_Problem description_
Of the lines below, report only those that contain "picture".

_Provided records_
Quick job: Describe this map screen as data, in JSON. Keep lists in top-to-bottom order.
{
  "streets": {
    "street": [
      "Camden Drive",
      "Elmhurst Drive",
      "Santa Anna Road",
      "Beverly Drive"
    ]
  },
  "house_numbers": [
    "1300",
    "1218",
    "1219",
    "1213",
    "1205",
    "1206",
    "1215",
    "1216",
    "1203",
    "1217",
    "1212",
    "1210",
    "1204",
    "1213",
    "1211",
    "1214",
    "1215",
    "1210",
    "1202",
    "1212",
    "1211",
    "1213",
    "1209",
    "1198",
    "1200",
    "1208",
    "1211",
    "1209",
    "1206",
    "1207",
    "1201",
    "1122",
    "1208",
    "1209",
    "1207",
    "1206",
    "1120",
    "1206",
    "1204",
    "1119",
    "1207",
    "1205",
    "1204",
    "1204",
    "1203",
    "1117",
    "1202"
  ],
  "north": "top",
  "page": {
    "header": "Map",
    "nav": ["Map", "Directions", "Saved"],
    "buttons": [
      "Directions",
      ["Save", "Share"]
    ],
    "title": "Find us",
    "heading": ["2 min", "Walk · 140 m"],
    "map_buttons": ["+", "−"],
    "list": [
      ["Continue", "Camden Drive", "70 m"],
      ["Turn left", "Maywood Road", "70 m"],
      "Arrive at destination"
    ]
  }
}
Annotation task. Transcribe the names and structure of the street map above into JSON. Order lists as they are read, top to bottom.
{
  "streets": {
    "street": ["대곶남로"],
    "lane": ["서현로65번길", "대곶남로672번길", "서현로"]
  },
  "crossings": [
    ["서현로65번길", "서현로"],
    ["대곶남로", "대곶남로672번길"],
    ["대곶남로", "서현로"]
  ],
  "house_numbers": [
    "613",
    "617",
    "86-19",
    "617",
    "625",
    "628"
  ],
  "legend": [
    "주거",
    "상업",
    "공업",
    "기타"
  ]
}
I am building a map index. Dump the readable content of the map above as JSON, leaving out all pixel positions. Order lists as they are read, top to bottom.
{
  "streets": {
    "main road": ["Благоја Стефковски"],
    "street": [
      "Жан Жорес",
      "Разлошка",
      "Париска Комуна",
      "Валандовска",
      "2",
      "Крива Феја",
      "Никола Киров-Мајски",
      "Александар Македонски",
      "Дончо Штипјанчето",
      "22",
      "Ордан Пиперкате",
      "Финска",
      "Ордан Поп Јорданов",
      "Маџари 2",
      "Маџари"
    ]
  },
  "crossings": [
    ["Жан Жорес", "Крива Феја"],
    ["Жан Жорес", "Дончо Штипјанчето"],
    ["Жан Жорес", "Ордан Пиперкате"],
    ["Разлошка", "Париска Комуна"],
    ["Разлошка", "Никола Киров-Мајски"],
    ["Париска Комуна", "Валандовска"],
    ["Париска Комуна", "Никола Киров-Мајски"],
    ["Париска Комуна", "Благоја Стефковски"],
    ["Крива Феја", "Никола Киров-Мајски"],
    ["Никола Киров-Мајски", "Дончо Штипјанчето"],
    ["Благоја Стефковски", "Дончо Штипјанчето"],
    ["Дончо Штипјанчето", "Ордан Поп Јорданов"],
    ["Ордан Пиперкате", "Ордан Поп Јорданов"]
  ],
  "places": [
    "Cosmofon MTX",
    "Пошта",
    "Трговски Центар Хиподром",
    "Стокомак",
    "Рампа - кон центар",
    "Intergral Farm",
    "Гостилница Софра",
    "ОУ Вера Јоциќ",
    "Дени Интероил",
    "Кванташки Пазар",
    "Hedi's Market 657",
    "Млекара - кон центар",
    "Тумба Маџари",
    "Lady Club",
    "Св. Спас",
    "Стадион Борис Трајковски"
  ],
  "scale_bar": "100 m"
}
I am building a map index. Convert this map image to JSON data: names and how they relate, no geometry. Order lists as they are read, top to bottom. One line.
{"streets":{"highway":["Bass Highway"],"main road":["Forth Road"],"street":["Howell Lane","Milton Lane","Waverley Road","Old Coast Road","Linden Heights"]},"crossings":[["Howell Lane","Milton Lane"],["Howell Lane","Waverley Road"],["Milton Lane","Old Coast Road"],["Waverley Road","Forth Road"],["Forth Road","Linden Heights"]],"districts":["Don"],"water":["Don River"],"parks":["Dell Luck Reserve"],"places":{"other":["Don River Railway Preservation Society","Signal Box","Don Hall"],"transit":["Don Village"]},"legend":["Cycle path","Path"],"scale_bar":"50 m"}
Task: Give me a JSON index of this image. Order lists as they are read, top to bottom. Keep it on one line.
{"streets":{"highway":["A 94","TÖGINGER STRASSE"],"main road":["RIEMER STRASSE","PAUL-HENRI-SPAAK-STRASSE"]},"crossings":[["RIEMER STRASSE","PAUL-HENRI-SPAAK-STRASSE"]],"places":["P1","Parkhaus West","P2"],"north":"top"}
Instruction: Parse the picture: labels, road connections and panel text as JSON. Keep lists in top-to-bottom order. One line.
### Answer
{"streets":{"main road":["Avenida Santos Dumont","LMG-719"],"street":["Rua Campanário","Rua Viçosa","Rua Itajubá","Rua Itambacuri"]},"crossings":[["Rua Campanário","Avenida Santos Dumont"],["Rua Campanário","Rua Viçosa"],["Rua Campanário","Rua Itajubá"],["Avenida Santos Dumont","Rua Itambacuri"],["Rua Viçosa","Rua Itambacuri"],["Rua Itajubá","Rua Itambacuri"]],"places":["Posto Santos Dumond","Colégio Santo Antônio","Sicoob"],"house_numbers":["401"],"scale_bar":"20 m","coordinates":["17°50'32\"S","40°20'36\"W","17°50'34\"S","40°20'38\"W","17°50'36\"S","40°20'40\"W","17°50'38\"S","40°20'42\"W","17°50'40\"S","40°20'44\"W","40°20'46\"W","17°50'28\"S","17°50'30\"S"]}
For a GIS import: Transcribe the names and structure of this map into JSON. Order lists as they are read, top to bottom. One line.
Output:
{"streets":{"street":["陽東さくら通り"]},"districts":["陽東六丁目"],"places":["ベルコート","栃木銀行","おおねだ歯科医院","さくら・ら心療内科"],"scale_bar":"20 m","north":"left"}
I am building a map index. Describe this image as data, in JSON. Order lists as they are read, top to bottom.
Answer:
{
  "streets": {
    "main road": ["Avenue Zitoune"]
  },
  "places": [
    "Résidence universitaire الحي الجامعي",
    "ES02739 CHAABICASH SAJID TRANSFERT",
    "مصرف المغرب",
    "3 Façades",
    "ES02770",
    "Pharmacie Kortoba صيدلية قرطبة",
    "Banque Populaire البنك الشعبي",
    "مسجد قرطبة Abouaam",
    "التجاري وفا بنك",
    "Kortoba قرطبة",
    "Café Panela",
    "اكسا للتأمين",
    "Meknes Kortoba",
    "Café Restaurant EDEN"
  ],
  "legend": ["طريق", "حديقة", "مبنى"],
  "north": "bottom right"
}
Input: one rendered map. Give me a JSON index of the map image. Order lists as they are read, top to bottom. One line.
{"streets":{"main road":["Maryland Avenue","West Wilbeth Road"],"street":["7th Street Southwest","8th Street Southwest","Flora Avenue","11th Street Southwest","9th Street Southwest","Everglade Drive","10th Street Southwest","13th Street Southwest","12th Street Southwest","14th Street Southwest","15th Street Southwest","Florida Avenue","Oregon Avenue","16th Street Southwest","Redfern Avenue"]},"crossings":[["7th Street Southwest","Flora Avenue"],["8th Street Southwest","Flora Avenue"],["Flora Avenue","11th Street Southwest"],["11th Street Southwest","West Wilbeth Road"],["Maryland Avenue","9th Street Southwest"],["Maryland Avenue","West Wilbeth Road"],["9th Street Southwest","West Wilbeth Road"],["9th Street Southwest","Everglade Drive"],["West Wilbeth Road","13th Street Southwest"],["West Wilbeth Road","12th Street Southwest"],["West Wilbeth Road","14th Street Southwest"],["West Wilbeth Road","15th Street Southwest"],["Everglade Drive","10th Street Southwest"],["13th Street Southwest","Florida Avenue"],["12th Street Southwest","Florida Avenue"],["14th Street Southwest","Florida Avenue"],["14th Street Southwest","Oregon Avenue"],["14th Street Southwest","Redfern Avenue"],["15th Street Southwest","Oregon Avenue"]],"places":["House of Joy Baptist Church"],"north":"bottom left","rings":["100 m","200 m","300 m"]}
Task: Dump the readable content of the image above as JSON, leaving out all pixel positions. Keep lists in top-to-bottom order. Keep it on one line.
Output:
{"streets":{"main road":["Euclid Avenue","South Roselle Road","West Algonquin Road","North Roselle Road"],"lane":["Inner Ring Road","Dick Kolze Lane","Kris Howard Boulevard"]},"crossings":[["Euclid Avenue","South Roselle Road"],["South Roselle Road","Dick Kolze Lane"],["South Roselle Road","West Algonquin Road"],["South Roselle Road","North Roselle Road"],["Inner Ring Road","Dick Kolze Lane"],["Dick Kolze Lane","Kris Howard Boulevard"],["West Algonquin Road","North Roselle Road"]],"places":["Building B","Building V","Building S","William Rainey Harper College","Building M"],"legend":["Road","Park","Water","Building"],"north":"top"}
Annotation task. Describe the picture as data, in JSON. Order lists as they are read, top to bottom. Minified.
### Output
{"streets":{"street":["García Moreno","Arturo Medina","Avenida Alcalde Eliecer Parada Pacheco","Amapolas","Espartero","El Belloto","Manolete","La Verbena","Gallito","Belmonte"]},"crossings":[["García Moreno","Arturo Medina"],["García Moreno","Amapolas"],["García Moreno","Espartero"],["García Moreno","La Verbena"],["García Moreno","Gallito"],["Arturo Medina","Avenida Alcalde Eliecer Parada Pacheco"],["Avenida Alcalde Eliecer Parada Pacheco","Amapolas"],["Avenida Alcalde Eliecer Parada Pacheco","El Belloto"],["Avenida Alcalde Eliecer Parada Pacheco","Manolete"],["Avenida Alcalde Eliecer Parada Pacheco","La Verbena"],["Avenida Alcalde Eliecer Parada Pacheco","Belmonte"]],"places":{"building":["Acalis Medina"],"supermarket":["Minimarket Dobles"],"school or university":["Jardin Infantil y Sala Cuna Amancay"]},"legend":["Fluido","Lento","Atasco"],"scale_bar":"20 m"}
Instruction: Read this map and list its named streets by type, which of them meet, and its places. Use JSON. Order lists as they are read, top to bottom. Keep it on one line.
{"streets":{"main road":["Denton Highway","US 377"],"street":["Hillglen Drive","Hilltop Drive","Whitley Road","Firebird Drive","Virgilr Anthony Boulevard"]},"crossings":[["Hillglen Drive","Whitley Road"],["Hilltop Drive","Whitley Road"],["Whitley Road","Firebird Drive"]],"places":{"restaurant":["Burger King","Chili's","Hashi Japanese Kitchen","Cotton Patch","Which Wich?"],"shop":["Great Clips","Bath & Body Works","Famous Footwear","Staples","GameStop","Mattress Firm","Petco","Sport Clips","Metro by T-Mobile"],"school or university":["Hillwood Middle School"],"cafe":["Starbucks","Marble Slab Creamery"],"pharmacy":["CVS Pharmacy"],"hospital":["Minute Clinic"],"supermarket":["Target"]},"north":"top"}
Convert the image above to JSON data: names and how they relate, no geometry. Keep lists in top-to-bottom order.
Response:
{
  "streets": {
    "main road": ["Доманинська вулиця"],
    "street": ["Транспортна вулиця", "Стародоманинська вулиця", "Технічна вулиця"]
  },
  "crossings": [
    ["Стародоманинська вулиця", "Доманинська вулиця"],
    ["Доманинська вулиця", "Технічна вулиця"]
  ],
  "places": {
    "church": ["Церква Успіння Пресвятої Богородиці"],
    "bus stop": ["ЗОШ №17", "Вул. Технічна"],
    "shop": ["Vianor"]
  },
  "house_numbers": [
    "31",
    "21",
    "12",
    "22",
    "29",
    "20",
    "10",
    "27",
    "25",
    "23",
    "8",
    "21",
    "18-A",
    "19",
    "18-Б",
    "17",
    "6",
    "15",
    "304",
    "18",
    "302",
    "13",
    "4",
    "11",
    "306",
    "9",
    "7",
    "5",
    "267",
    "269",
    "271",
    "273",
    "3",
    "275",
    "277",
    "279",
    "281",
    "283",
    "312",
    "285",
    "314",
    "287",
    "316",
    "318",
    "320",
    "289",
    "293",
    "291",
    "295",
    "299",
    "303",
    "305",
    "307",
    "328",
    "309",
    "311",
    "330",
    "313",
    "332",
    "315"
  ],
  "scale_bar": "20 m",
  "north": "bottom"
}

_Answer to this task_
Instruction: Parse the picture: labels, road connections and panel text as JSON. Keep lists in top-to-bottom order. One line.
Annotation task. Describe the picture as data, in JSON. Order lists as they are read, top to bottom. Minified.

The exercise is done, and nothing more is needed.